On Oct. 22nd, the Vaccines and Related Biological Products Advisory Committee from FDA held a nine-hour virtual meeting (Advisory Committee Meeting) to discuss the COVID-19 vaccine development programs and next steps.
There was a lot of good information and we have summarized some of the more pertinent points.
- Following completion of any Phase III vaccine study, CBER Considers a median of 2 months to be the minimum follow-up duration that could support a favorable benefit/risk determination to issue an emergency use authorization (EUA) for a COVID-19 vaccine; the argument is based on historical vaccine experience, typical immune-mediated adverse events classically take place within the first 6 weeks after dosing. This means that a full EUA will still be 2 months out when some of the ongoing Phase III trials conclude.
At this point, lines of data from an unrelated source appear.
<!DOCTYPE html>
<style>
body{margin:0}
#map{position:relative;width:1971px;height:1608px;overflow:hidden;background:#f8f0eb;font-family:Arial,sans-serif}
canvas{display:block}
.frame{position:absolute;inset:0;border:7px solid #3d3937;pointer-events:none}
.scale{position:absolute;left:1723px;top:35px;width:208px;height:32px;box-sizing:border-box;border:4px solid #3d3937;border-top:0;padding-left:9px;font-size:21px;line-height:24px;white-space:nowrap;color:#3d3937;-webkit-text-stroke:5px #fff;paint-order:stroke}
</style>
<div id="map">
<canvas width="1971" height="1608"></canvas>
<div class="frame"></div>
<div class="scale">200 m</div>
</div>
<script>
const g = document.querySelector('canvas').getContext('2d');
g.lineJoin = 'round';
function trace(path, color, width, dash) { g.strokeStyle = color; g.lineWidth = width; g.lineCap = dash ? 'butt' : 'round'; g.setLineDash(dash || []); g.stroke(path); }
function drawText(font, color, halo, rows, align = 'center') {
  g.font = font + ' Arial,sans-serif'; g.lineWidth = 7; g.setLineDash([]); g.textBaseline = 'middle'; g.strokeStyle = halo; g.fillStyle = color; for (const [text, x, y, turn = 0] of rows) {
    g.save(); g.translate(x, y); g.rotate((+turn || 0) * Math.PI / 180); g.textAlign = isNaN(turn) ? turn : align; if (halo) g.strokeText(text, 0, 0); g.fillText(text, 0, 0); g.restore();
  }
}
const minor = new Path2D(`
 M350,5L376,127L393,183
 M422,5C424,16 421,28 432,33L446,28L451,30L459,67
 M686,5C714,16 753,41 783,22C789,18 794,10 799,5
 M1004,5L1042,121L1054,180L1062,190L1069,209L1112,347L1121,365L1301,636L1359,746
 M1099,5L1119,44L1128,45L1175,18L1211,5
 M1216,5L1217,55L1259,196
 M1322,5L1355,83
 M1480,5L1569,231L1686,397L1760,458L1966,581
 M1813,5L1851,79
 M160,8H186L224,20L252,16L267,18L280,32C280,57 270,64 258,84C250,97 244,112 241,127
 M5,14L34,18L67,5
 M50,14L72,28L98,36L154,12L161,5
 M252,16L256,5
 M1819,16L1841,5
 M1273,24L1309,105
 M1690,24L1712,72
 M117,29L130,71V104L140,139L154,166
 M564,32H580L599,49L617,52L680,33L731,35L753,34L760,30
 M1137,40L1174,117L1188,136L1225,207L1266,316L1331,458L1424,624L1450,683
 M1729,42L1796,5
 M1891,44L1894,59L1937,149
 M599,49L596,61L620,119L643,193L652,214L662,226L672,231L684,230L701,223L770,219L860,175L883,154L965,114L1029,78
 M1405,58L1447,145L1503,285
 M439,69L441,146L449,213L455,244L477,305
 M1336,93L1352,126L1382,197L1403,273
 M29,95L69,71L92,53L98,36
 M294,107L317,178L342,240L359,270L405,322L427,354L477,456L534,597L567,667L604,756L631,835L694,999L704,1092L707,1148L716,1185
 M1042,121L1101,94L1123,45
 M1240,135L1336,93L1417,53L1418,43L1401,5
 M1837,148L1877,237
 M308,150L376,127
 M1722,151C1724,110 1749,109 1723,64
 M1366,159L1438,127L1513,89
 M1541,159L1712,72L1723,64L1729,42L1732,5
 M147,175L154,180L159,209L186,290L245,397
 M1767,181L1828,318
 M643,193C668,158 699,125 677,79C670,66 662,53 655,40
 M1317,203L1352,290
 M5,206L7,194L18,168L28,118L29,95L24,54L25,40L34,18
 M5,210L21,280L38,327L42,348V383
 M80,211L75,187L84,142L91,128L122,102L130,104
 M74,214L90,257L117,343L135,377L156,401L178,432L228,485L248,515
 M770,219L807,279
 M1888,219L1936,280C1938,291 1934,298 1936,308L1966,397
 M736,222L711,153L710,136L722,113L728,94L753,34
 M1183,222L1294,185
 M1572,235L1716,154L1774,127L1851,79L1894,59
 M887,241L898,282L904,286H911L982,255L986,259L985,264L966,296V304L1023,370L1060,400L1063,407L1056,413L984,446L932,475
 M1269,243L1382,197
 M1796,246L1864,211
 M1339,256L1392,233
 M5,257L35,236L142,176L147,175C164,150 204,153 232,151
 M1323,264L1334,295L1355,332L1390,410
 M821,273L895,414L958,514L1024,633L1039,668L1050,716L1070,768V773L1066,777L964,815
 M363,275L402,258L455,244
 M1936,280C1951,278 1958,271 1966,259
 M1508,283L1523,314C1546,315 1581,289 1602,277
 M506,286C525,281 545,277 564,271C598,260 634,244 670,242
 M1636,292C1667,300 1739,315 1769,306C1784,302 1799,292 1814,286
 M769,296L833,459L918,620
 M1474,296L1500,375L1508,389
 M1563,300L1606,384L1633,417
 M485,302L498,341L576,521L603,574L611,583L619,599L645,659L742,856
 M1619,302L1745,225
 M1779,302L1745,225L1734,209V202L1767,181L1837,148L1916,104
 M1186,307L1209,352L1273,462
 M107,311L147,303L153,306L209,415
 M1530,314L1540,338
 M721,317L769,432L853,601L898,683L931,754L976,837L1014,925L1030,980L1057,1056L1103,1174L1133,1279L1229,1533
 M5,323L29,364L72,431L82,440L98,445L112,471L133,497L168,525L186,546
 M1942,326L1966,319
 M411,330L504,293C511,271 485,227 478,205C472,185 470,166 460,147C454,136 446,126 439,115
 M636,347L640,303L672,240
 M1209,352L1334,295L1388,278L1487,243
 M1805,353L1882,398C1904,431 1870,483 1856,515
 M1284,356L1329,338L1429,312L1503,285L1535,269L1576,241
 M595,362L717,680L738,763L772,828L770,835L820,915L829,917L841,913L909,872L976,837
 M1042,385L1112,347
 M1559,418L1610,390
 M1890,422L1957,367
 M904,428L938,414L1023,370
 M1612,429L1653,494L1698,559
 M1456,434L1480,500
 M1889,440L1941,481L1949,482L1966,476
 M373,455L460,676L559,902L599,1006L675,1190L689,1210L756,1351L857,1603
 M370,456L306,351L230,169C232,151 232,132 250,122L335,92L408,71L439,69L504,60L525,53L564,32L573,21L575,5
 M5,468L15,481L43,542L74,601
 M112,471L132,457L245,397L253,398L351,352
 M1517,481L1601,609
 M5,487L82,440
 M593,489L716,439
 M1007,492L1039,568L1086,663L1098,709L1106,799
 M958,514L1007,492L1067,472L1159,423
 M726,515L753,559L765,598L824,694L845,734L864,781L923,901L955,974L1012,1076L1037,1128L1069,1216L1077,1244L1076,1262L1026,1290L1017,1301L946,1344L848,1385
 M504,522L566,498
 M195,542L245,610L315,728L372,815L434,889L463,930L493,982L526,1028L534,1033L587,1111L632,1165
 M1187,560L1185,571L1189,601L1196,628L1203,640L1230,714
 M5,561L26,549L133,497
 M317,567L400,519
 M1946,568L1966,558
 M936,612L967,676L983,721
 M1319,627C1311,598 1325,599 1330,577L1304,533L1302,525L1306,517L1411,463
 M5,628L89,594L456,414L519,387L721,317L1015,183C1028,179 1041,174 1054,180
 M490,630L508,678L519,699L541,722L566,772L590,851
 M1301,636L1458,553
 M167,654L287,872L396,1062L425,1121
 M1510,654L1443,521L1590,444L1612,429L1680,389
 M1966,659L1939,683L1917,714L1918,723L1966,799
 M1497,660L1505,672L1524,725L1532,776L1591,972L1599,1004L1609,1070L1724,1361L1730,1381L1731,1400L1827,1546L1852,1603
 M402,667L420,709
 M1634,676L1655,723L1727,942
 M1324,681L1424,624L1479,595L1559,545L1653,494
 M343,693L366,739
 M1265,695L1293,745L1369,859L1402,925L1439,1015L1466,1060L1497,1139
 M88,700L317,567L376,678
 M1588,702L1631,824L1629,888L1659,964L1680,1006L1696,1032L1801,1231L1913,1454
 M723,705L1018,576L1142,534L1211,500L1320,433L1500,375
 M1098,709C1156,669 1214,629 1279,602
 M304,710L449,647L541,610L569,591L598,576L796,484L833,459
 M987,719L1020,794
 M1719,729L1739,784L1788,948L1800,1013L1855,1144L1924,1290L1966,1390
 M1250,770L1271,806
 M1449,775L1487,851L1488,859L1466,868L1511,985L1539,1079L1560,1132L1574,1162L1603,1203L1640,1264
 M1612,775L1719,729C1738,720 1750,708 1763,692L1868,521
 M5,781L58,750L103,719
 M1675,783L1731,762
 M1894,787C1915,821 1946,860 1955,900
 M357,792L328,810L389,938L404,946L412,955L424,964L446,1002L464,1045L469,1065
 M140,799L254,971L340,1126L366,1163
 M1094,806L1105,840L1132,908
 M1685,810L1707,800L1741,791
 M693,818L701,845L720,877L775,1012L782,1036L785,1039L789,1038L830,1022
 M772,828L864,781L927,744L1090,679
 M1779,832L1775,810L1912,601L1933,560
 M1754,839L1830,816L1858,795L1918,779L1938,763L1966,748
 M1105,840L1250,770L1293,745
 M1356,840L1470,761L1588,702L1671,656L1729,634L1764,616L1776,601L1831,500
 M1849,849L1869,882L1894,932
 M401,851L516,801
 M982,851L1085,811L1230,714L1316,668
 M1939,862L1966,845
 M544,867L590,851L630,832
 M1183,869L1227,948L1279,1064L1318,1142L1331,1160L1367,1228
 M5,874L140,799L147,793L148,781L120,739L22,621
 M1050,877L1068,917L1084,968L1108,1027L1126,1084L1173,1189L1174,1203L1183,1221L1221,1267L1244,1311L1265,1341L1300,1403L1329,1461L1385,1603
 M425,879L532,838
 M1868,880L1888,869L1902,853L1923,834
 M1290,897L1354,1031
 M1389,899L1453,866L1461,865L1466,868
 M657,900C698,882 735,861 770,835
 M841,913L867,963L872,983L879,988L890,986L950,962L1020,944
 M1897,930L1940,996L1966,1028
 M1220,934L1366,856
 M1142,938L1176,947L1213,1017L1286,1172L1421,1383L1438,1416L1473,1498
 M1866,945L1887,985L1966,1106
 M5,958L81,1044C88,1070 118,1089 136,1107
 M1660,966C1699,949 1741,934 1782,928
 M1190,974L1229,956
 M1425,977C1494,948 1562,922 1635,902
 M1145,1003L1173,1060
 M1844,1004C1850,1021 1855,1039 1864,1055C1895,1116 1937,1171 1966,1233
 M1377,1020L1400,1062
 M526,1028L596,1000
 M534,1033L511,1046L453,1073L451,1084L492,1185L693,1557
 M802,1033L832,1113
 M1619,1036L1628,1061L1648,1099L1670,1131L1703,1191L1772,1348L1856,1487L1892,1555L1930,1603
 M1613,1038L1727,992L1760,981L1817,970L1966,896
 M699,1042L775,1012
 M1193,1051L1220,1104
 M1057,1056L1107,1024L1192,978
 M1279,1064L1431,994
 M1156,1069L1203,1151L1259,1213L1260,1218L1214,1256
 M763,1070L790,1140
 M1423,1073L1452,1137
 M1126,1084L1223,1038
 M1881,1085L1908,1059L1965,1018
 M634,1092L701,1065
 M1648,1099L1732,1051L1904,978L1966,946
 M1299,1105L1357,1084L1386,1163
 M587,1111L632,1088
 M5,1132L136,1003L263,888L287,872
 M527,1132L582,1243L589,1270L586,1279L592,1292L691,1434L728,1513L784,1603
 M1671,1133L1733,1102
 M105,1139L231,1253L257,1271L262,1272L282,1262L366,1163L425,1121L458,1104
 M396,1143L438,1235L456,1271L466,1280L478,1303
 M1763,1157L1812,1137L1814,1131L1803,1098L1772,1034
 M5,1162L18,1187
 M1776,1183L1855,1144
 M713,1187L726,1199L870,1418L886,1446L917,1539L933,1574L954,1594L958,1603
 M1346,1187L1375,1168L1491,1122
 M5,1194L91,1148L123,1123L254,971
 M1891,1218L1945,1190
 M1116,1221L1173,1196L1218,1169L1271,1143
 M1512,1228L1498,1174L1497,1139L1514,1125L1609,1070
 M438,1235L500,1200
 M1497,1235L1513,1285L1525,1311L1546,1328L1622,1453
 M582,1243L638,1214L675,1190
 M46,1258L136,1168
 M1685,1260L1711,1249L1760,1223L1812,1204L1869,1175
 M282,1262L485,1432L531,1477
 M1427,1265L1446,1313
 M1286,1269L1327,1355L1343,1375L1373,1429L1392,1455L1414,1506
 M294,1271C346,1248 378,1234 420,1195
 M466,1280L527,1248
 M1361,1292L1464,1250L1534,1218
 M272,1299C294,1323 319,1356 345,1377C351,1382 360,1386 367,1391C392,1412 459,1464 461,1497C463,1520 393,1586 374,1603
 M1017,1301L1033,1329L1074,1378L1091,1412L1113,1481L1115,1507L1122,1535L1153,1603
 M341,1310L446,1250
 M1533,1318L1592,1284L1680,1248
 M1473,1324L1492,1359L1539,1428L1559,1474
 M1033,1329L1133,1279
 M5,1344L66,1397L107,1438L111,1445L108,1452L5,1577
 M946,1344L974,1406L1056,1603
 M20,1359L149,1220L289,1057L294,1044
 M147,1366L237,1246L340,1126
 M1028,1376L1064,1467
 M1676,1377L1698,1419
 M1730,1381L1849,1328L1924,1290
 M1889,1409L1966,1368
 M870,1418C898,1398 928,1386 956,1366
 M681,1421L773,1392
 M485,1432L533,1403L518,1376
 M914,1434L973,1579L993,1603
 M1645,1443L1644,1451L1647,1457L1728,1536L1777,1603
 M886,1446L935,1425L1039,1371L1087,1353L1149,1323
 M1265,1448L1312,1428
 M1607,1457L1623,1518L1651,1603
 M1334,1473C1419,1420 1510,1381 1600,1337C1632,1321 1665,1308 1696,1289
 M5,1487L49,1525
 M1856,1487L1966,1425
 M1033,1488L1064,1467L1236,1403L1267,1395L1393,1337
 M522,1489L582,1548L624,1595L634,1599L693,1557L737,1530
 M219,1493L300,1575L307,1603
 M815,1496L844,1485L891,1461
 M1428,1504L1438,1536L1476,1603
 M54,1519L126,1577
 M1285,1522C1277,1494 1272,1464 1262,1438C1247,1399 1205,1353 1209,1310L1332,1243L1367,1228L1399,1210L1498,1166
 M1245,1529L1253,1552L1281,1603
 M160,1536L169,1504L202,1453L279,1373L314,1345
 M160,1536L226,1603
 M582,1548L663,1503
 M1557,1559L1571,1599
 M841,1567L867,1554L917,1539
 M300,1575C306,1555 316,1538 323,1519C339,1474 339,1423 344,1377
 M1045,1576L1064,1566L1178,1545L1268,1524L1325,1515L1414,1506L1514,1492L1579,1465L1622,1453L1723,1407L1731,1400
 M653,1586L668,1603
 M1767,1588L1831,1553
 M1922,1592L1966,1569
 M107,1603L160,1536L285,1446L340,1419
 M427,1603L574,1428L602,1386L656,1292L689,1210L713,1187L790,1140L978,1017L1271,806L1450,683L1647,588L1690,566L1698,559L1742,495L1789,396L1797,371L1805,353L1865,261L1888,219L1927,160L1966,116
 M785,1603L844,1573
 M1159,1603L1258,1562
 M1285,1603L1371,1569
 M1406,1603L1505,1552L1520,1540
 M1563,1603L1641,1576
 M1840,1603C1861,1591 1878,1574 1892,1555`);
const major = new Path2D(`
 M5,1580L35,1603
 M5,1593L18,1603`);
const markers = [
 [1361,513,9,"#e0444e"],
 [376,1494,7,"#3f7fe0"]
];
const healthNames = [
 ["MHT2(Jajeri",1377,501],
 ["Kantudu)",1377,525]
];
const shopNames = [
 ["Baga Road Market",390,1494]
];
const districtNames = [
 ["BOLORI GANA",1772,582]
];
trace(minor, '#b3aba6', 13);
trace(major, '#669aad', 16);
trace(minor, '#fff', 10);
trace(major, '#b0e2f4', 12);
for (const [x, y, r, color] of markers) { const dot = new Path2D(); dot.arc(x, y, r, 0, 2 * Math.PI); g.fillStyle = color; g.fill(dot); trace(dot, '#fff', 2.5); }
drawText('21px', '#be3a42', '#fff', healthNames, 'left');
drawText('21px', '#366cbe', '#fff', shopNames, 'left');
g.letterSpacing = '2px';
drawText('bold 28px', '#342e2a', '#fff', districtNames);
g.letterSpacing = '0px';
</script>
- As stated in the June 2020 FDA Guidance; to ensure that a widely deployed COVID-19 vaccine is effective, the primary efficacy endpoint point estimate for a placebo-controlled efficacy trial should be at least 50%,- most companies in Operation Warp Speed stated that they are aiming for minimal 60% effectiveness in their vaccine. There were a lot of arguments on both sides if 50-60% effectiveness was sufficient.
- There was more detailed information shared on the various vaccines in development with Novavax and GSK Sanofi using more traditional recombinant protein + adjuvant; therapies similar to other approved vaccines but not as fast to manufacture; AstraZeneca and Janssen (Johnson &Johnson) are using an adenovirus vector vaccine- it is rapid to manufacture but this platform has only been used in another (non-COVID) vaccine in Europe; Once inside a cell, viral vectors hack into the same molecular system as SARS-CoV-2 and faithfully produce the spike protein in its three dimensions. This resembles a natural infection, which provokes a robust innate immune response, triggering inflammation and mustering B and T cells
- Moderna and BioNTech (Pfizer) are using an even more novel mRNA vaccine approach which allows for rapid manufacturing compared to traditional vaccine manufacturing. The mRNA vaccines utilize a synthetic strand of mRNA, the minimum genetic instruction that allows human cells to make and express the target viral protein (The spike protein you see depicted in diagrams of coronavirus),
which then triggers an adaptive immune response against the virus. This approach enables a rapid and scalable response to new viral pathogens as it bypasses the need to work directly with the virus itself. mRNA vaccines have not been previously tested in large human trials prior to COVID-19. Importantly, mRNA cannot cause an infection. It also does not enter the cell’s nucleus, so the chance of its integration into human DNA is believed to be very low. In addition, the body breaks down mRNA and its lipid carrier within a matter of hours, minimizing, potentially, some concerns about long-term risks.